A mountain adventure certainly begins with assembling a good team. With my friend Ren’ (Renaud Fine), we block the annual window at the end of July. Among the options, one has particularly caught our eye since last summer, the friends’ route on the North face of the Reine Meije. The name is probably no coincidence.
Opened by C. Copier and T. Clarasso for the lower quarter, 1997, then B. Gravier, C. Copier, JF Etienne, 2005, in two parts for the upper section.
Just reading the description in the “Cambon topo” gives an idea:
“The hardest and longest route on the North face. Rated ED+, M5, 7c, 80° on ice, it is an extreme undertaking since the crux is a pitch at 7a+ then 7c (or A2) poorly protected at 3800m on the North face” ...
The conditions and weather window being favorable, we prepare ourselves by gathering the few available pieces of information online and contacting friends who have already done it (thanks to Octave, Paulo, and Adrien).
For me, the adventure begins the day after a shift (at SAMU). A bit groggy, we leave the Grenoble area to calmly head to La Grave to enjoy the cable car and a climb towards the Enfetchores.
We decide to go for the summit ridge of the latter to better scout the North face. This allows us to have a complete view of the face and compare current conditions with the few available photos. Scouting the bergschrund is necessary, as the face is a bit drier than expected.
So we make a detour at the base to inspect it and find a weak point allowing access to the pedestal.

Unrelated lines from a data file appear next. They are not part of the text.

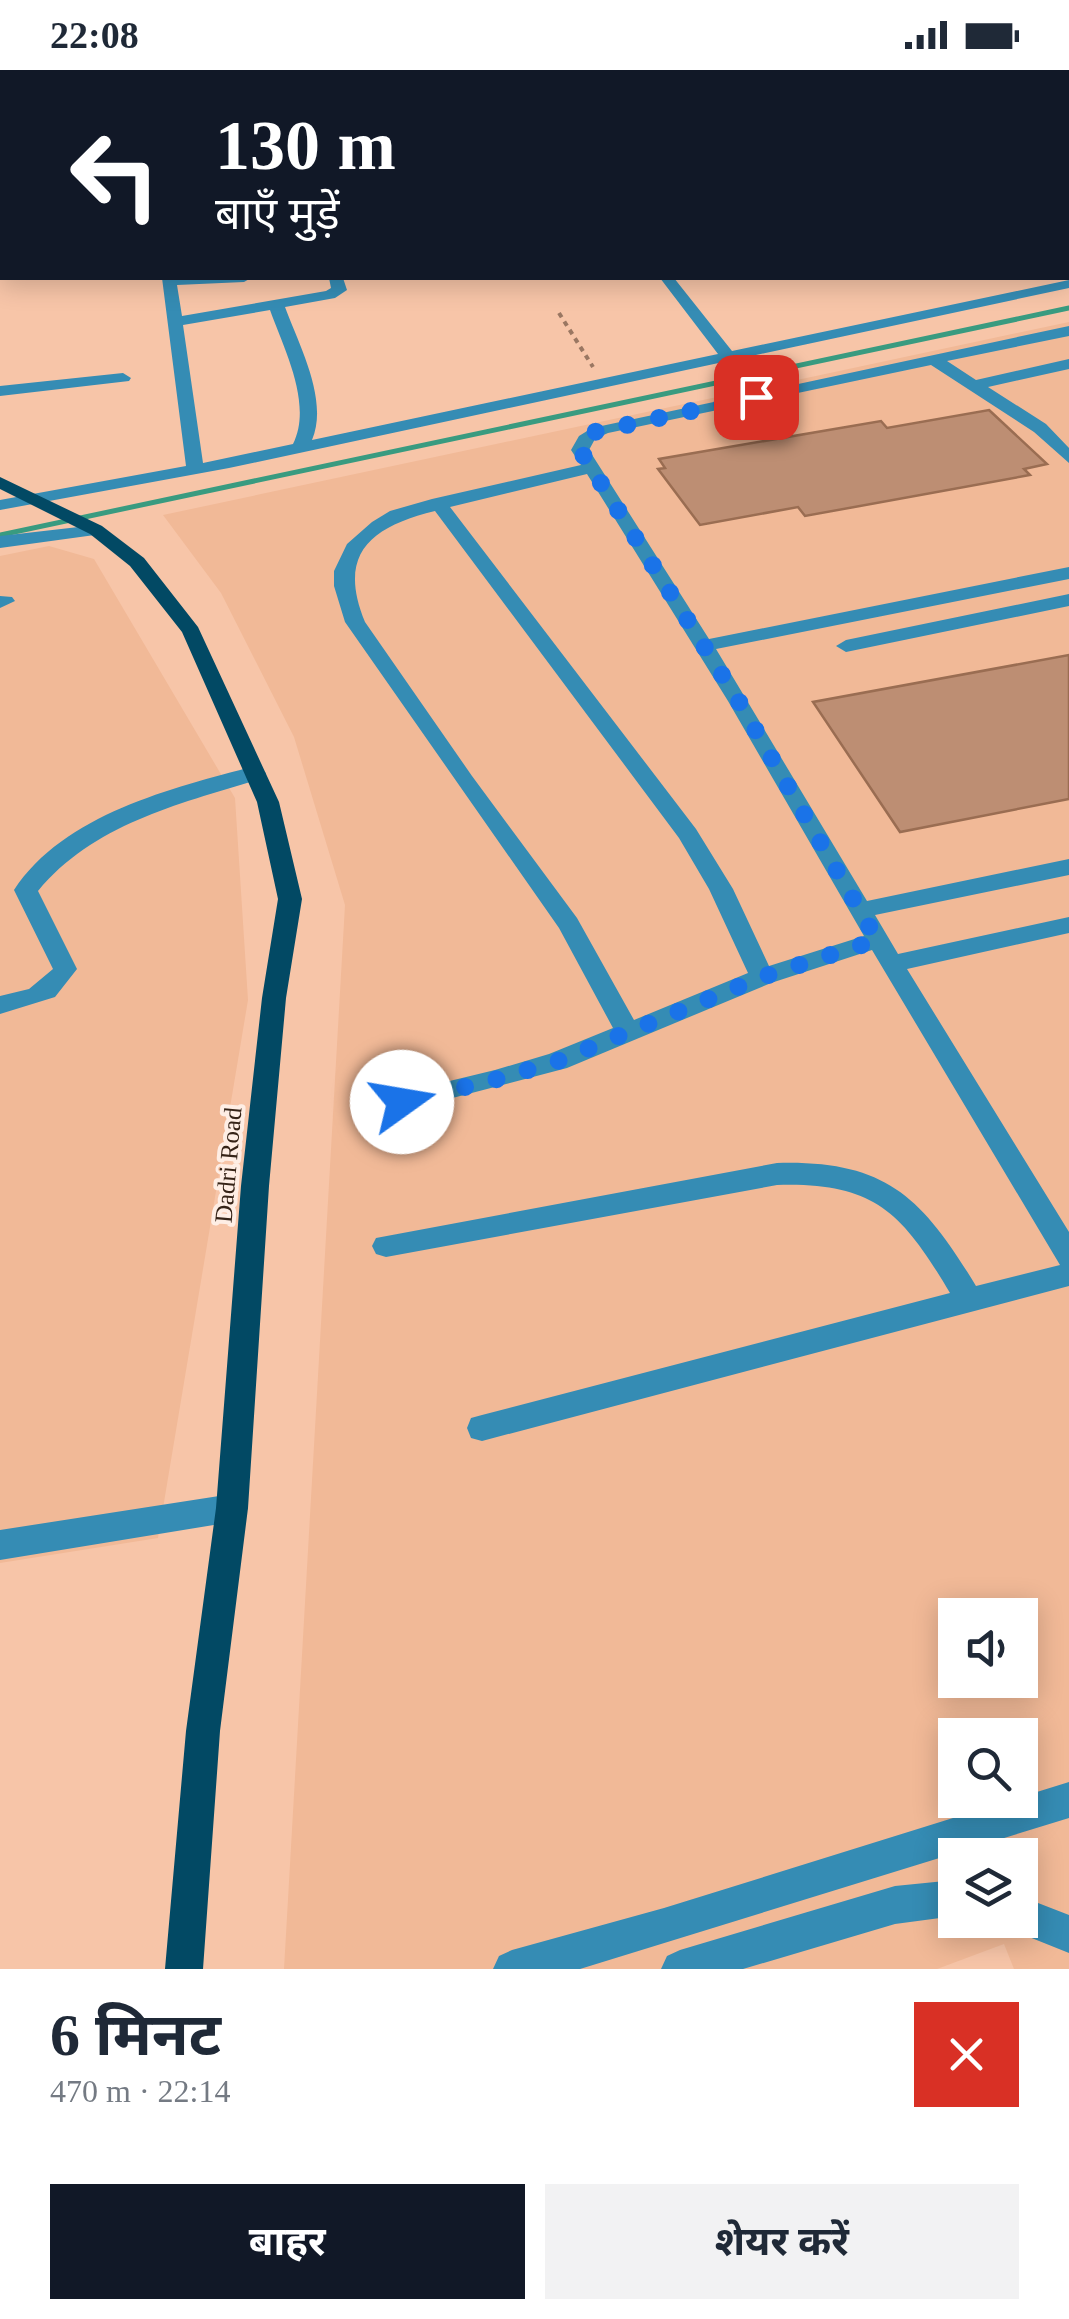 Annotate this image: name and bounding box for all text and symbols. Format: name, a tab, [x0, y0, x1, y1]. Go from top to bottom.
text: 22:08	[50, 14, 139, 56]
text: 130 m	[215, 107, 396, 184]
icon: left	[50, 110, 180, 240]
text: बाएँ मुड़ें	[215, 189, 339, 239]
pin	[714, 355, 799, 440]
icon: arrive	[729, 370, 784, 425]
position arrow	[350, 1050, 454, 1154]
street label: Dadri Road	[209, 1106, 247, 1224]
map controls	[938, 1598, 1038, 1938]
button: sound	[938, 1598, 1038, 1698]
button: search	[938, 1718, 1038, 1818]
button: layers	[938, 1838, 1038, 1938]
text: 6 मिनट	[50, 2002, 221, 2068]
button: close	[914, 2002, 1019, 2107]
text: 470 m · 22:14	[50, 2073, 230, 2109]
button: बाहर	[50, 2184, 525, 2299]
button: शेयर करें	[545, 2184, 1019, 2299] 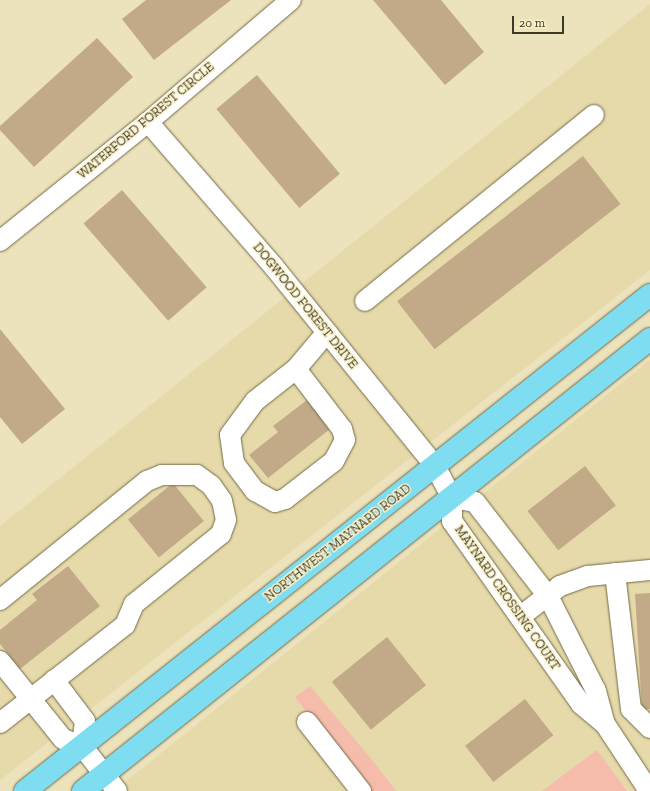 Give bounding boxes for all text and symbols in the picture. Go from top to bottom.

A somewhat steep wall of icy snow with a few small mixed climbing moves will be our choice.
Happy to have a plan 1 we climb up the Meije glacier on its right bank to pass the breach and enjoy the mildness of an evening at the promontory (thanks to Sandrine the caretaker) where we unexpectedly meet several friends including colleagues from the CRS Alpe.
The next day the alarm rings at 2:00 AM, we get busy around 2:45 AM to reach the base of the North face. It is relatively warm and we decide to save energy on the approach and head back to the said steep wall.
Off we go for the base, after crossing the bergschrund, Ren joins me. The rest of the base resembles a giant night game of Dodgeball and a saying comes to mind: "if you avoid the adjustable wrenches, you will avoid the balls" 2 , practical, it must adapt to the stones.
We progress as best we can in a mix of short rope and tight rope moving like little crabs 3 .
The first light appears as we start the climbing pitches on good rock reddened by the rays.
Next comes the ascent of a couloir with very poor rock where, in addition to choosing holds, you have to choose how to use them so as not to destabilize the house of cards. This section is much drier than described. We gear up at the foot of the first steep wall. Really steep!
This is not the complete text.